What is Volcker Rule?

The Volcker Rule (Section 619 of Dodd-Frank) prohibits federally insured banks — institutions backed by taxpayer deposit insurance — from engaging in proprietary trading (trading financial instruments for the bank's own profit rather than on behalf of clients) and from owning or sponsoring hedge funds and private equity funds beyond de minimis levels. Named after former Fed Chairman Paul Volcker, the rule's rationale is that deposit insurance and access to Fed lending are intended to protect depositors, not to subsidize speculative trading.
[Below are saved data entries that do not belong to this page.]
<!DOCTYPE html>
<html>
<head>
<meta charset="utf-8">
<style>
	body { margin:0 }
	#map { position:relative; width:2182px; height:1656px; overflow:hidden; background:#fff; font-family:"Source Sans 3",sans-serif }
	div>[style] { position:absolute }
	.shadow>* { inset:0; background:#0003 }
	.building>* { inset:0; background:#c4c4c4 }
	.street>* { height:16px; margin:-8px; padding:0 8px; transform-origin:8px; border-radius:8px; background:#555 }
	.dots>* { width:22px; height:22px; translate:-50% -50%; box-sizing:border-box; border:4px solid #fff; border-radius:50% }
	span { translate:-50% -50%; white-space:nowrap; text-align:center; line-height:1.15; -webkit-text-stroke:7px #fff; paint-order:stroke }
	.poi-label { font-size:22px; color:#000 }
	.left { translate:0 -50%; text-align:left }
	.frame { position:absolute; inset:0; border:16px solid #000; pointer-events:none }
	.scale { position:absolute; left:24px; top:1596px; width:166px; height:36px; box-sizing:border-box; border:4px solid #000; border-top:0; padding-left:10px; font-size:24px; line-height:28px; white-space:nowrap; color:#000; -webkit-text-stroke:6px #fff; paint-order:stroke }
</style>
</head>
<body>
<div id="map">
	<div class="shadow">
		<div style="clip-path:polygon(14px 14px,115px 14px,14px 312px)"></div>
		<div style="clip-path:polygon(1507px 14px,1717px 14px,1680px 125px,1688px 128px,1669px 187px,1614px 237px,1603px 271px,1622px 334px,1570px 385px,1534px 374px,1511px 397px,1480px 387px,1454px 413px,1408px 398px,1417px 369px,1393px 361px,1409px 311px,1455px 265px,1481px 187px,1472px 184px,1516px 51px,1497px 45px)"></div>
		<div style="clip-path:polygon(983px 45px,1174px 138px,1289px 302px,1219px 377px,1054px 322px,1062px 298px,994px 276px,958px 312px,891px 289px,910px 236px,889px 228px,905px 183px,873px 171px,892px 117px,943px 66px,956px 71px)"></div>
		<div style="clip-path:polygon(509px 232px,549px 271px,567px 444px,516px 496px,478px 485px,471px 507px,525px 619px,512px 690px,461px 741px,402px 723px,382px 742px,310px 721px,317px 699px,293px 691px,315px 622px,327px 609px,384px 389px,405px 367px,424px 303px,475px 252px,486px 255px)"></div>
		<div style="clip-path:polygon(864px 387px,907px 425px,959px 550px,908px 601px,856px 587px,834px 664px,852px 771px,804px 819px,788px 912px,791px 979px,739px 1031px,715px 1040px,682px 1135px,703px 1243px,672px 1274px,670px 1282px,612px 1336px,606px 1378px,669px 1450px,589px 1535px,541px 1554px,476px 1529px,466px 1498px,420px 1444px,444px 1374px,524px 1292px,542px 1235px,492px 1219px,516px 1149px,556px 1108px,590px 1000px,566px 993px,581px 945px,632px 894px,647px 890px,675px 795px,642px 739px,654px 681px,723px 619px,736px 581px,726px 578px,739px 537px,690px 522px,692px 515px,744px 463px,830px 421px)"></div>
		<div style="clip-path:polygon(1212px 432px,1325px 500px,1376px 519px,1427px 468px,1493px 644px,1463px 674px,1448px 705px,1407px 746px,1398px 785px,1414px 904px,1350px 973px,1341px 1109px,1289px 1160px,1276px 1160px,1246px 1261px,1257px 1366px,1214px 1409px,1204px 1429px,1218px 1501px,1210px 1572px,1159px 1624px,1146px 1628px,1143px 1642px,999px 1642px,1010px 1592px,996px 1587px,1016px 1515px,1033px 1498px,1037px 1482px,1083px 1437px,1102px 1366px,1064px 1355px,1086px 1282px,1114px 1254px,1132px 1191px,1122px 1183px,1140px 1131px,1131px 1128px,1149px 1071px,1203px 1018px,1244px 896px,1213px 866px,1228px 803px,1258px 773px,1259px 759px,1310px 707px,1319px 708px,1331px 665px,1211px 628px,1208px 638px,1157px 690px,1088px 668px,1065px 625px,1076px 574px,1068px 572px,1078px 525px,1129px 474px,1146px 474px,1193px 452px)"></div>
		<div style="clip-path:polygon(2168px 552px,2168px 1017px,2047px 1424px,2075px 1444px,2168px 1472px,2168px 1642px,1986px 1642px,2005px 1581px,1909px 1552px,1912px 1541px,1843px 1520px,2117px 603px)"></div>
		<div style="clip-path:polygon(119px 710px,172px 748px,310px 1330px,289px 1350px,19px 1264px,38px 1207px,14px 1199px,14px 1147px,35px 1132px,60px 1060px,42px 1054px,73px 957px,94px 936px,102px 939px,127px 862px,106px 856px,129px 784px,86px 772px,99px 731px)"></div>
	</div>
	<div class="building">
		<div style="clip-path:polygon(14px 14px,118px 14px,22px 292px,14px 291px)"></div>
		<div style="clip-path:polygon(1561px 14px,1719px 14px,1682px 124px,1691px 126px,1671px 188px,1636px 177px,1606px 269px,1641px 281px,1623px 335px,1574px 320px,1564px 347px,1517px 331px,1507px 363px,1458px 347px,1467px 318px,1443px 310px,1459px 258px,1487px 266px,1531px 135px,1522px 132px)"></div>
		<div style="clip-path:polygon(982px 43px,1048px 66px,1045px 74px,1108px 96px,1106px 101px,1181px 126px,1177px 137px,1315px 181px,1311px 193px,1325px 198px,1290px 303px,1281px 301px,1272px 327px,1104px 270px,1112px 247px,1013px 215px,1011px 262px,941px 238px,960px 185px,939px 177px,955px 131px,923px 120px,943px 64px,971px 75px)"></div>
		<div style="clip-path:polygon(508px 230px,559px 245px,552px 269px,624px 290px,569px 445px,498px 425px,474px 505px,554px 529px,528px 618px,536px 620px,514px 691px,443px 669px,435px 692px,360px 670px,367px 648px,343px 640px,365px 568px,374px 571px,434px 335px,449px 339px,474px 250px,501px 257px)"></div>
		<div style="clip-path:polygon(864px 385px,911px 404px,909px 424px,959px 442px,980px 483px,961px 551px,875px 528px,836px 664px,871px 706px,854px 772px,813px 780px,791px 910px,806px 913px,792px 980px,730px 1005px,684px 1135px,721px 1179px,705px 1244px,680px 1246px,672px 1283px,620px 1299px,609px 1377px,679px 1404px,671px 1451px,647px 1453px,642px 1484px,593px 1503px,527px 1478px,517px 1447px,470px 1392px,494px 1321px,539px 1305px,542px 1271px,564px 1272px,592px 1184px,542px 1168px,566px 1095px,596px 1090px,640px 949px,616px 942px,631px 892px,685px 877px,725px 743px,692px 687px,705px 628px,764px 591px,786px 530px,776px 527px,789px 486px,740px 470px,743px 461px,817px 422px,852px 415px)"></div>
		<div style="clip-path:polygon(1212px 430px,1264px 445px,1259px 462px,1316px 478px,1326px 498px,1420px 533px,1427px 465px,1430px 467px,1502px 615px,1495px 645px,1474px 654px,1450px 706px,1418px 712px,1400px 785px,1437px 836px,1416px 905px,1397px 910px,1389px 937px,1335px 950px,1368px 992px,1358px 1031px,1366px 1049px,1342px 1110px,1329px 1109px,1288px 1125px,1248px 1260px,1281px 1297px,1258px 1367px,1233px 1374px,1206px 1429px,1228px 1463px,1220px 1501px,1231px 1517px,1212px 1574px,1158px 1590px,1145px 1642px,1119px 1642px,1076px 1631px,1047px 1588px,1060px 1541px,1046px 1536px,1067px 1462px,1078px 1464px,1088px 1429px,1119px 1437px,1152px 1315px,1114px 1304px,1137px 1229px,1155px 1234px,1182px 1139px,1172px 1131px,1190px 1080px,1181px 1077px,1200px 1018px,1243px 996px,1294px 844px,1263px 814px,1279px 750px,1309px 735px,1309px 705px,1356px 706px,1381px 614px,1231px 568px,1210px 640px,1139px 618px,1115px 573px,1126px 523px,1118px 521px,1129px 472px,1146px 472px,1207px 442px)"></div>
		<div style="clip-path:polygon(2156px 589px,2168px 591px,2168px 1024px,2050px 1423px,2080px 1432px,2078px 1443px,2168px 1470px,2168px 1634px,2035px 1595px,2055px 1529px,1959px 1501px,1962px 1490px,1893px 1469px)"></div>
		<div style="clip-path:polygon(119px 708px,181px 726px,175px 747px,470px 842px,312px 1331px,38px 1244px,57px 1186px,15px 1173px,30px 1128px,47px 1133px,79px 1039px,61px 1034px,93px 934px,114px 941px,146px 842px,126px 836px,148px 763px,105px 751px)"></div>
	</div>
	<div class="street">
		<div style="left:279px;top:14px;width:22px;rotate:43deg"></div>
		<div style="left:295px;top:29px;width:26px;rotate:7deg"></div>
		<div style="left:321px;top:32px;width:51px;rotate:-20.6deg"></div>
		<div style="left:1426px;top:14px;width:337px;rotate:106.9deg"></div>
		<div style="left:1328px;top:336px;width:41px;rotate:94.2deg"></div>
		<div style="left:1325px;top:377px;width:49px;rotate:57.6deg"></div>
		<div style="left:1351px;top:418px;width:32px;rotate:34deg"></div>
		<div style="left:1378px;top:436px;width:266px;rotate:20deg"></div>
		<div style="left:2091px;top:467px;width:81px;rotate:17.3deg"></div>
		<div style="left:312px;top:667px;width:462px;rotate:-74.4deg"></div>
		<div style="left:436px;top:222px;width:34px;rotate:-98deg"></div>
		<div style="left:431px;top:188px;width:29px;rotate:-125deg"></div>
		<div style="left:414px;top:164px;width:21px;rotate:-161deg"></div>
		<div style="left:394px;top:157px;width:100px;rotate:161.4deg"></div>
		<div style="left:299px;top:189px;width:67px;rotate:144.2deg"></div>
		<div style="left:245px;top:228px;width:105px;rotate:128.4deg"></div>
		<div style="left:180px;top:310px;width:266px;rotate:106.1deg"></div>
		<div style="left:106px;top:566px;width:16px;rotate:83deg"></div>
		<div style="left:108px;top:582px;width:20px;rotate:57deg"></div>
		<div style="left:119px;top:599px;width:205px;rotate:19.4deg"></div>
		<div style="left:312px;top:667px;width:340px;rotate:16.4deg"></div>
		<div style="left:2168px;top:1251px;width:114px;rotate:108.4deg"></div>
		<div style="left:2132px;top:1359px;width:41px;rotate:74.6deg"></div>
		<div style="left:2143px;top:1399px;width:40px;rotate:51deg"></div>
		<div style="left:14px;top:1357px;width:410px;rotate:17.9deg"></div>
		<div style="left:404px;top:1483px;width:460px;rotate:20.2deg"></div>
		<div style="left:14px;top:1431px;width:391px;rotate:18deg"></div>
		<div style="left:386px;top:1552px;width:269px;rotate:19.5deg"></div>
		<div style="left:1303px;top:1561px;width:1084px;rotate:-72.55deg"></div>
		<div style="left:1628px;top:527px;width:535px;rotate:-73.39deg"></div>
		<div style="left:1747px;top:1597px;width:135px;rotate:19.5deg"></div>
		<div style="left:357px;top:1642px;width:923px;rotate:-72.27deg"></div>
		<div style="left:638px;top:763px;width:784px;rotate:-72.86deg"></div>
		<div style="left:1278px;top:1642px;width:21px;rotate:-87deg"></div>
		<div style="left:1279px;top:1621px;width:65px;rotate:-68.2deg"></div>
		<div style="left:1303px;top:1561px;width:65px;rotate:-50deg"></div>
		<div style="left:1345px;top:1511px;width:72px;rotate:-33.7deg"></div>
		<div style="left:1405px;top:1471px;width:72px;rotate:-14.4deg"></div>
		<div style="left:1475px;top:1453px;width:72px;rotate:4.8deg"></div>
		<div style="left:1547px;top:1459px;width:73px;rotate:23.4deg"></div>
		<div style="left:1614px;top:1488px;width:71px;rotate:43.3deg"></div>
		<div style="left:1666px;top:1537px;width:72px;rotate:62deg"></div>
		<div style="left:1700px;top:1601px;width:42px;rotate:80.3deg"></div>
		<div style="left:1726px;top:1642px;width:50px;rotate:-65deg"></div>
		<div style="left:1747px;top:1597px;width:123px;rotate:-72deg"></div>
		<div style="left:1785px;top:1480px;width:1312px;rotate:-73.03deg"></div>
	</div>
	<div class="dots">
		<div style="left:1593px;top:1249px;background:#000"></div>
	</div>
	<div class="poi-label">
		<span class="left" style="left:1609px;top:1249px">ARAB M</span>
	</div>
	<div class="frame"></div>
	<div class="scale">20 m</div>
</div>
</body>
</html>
Implementation has been controversial due to the difficulty of distinguishing proprietary trading from legitimate market-making, and the rule has been revised multiple times to reduce compliance burdens.

Example

Example

JPMorgan's 2012 'London Whale' trading loss of over $6 billion — where a trader named Bruno Iksil took massive positions in credit derivatives — became a case study for the Volcker Rule debate: the bank claimed the trades were hedges (permitted), while critics argued they were proprietary bets (prohibited). The episode led to management changes and helped accelerate Volcker Rule implementation.